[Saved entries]
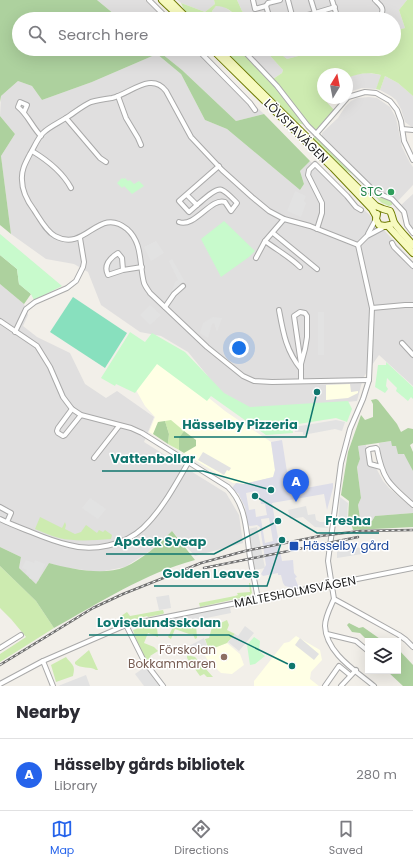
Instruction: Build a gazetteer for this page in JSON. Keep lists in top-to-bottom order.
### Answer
{
  "streets": {
    "street": ["LÖVSTAVÄGEN", "MALTESHOLMSVÄGEN"]
  },
  "places": {
    "other": [
      "STC",
      "Hässelby Pizzeria",
      "Vattenbollar",
      "Fresha",
      "Apotek Sveap",
      "Golden Leaves",
      "Förskolan Bokkammaren",
      "Loviselundsskolan"
    ],
    "transit": ["Hässelby gård"]
  },
  "north": "top",
  "page": {
    "search": "Search here",
    "pins": "A",
    "heading": "Nearby",
    "list": [
      {
        "mark": "A",
        "name": "Hässelby gårds bibliotek",
        "note": "Library",
        "value": "280 m"
      }
    ],
    "nav": ["Map", "Directions", "Saved"]
  }
}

* [The problem] Print all of the data exactly, and do not carry over any pictures.

* [Problem solution]
Instruction: Build a gazetteer for this page in JSON. Keep lists in top-to-bottom order.
### Answer
{
  "streets": {
    "street": ["LÖVSTAVÄGEN", "MALTESHOLMSVÄGEN"]
  },
  "places": {
    "other": [
      "STC",
      "Hässelby Pizzeria",
      "Vattenbollar",
      "Fresha",
      "Apotek Sveap",
      "Golden Leaves",
      "Förskolan Bokkammaren",
      "Loviselundsskolan"
    ],
    "transit": ["Hässelby gård"]
  },
  "north": "top",
  "page": {
    "search": "Search here",
    "pins": "A",
    "heading": "Nearby",
    "list": [
      {
        "mark": "A",
        "name": "Hässelby gårds bibliotek",
        "note": "Library",
        "value": "280 m"
      }
    ],
    "nav": ["Map", "Directions", "Saved"]
  }
}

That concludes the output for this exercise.